Protesters demand justice for 'Africa's Che Guevara'
OUAGADOUGOU - Agence France-Presse
People hold pictures showing former president Thomas Sankara and PM Isaac Zida during funeral service for six people killed during popular uprising of October 30 and 31 in Ouagadougou, Dec. 2. REUTERS Photo
Hundreds of people placed brooms on the grave of the former Burkina Faso leader Thomas Sankara on Dec. 21 in a symbolic gesture to demand justice for the revolutionary hero killed in a 1987 coup.Sankara - seen as an African "Che Guevara", who would have been 65 on Dec. 21 - was assassinated during the coup which brought his former friend Blaise Compaore to power.

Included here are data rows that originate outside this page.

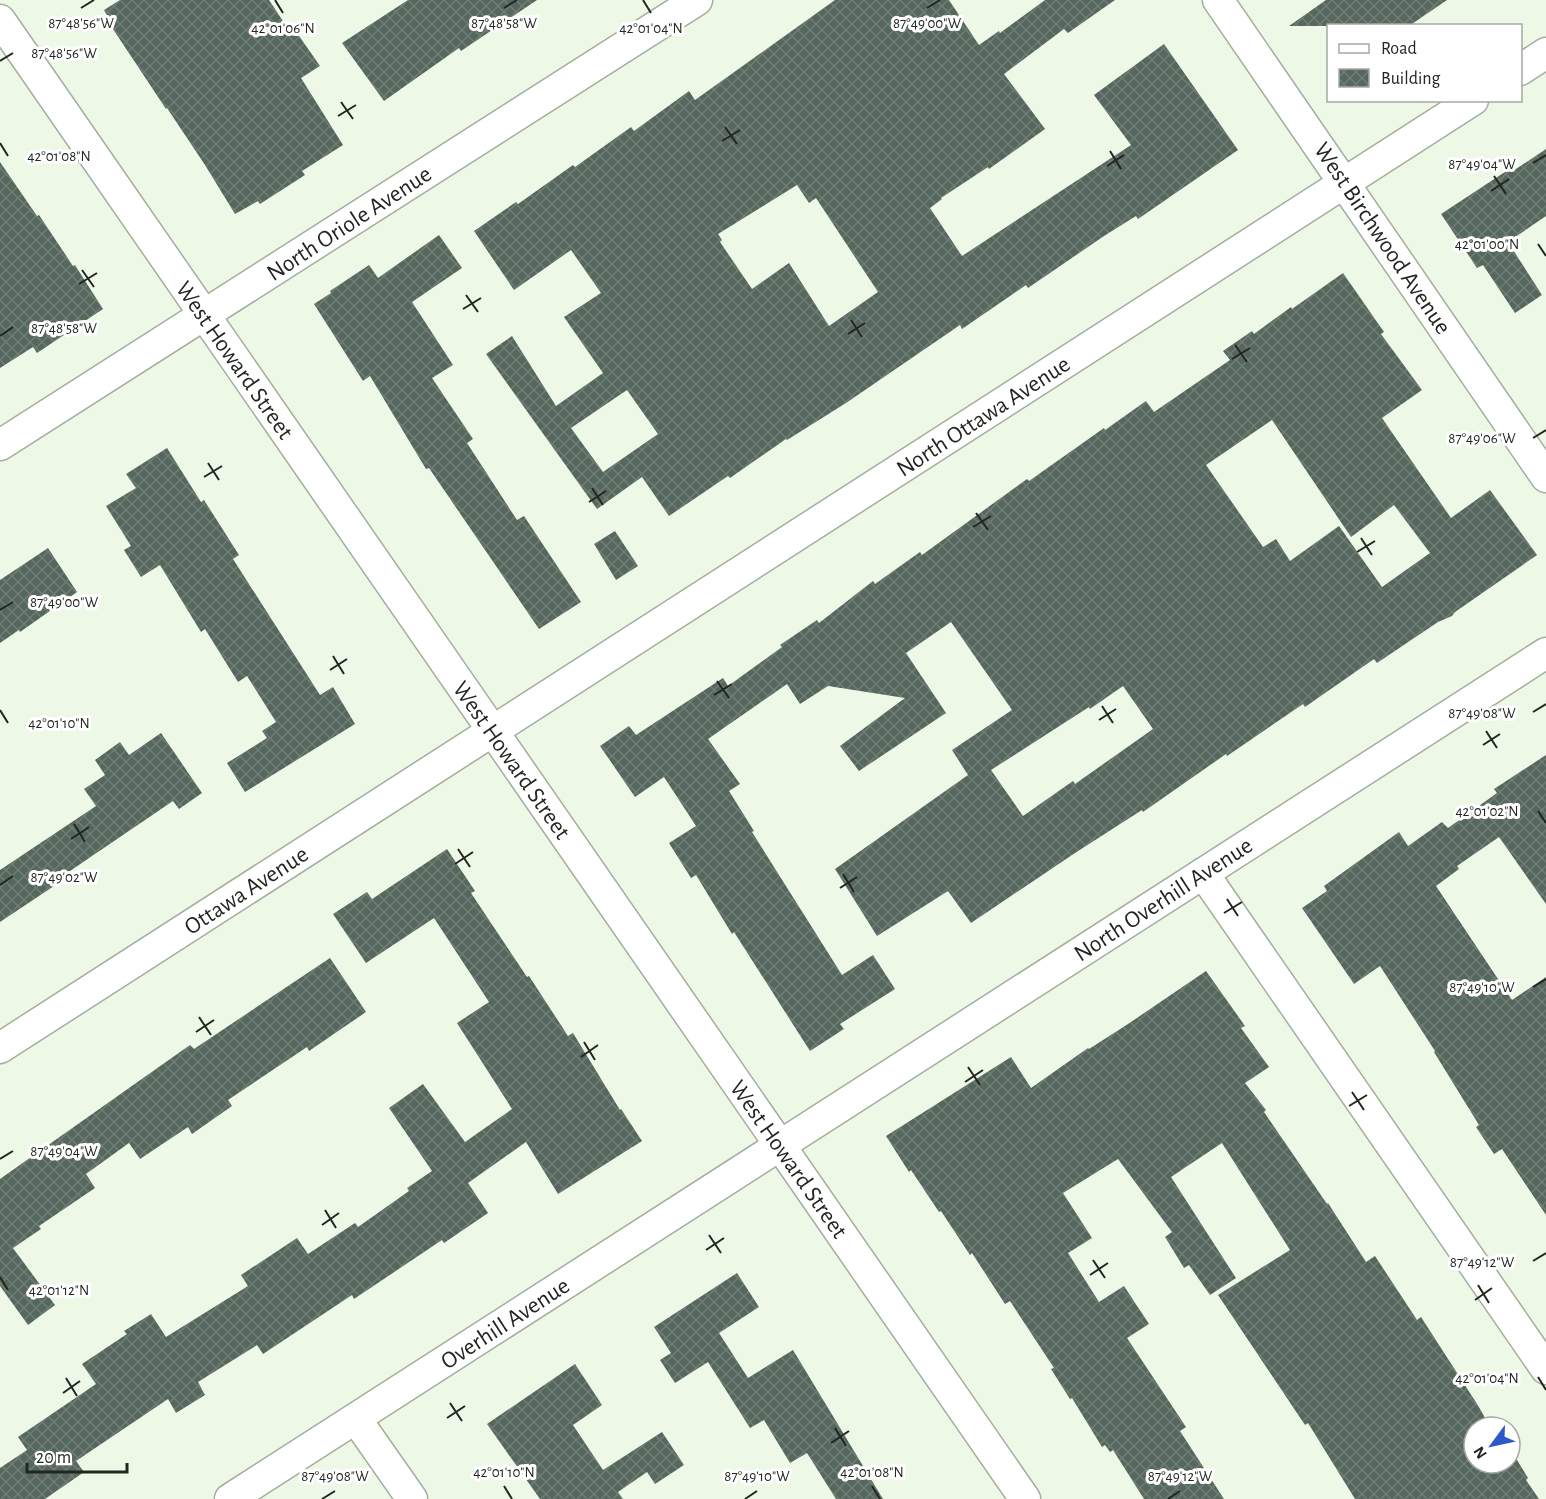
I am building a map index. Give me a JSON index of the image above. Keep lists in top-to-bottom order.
{
  "streets": {
    "street": [
      "North Oriole Avenue",
      "West Birchwood Avenue",
      "West Howard Street",
      "North Ottawa Avenue",
      "Ottawa Avenue",
      "North Overhill Avenue",
      "Overhill Avenue"
    ]
  },
  "crossings": [
    ["North Oriole Avenue", "West Howard Street"],
    ["West Birchwood Avenue", "North Ottawa Avenue"],
    ["West Howard Street", "North Ottawa Avenue"],
    ["West Howard Street", "Ottawa Avenue"],
    ["West Howard Street", "North Overhill Avenue"],
    ["West Howard Street", "Overhill Avenue"],
    ["North Ottawa Avenue", "Ottawa Avenue"],
    ["North Overhill Avenue", "Overhill Avenue"]
  ],
  "legend": ["Road", "Building"],
  "scale_bar": "20 m",
  "north": "bottom left",
  "coordinates": [
    "87°49'00\"W",
    "87°48'56\"W",
    "87°48'58\"W",
    "42°01'06\"N",
    "42°01'04\"N",
    "42°01'08\"N",
    "87°49'04\"W",
    "42°01'00\"N",
    "87°49'06\"W",
    "87°49'08\"W",
    "42°01'10\"N",
    "42°01'02\"N",
    "87°49'02\"W",
    "87°49'10\"W",
    "87°49'12\"W",
    "42°01'12\"N"
  ]
}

Compaore fled a popular uprising in October after 27 years as president of the impoverished west Africa country.
"The broom has a symbolic meaning for some ethic groups, asking the dead person to point out who killed them," said the rapper Smockey, one of the founders of "Balai Citoyen" (Citizen's Broom) group, which helped organise the protests that led to Compaore's downfall.
"It's an appeal for the reopening of the Sankara case," he added.
"We succeeded in winning a first step towards victory (with the fall of Compaore). Now we are at the second step - for justice. The third will be the rehabilitation (of Sankara) and the spreading of his ideas," Smockey told some 300 people gathered around the grave of Sankara and 12 of his comrades killed in the coup.
A pan-Africanist revolutionary, Sankara transformed what was then the former French colony of Upper Volta into Burkina Faso, the "Land of the Upright Men". His spirit loomed large during the recent anti-Compaore protests.
Interim president Michel Kafando, who took over from Compaore after torturous talks between the military and civilian leaders, promised to investigate whether the remains in the grave were actually those of Sankara. His family have been asking in vain since 1997 for an investigation amid claims that the corpse buried there was not his.
The Sankara case "will be entirely reopened and justice will be done", Kafando said in early December.
Many in the crowd at the Dagnoen cemetery east of the capital Ouagadougou, including political leaders, demanded that the authorities turn their words into deeds.
"We want to know what happened on October 15, 1987. Why did you cut off our hope?" asked reggae musician Sams'K le Jah, another co-founder of Balai Citoyen.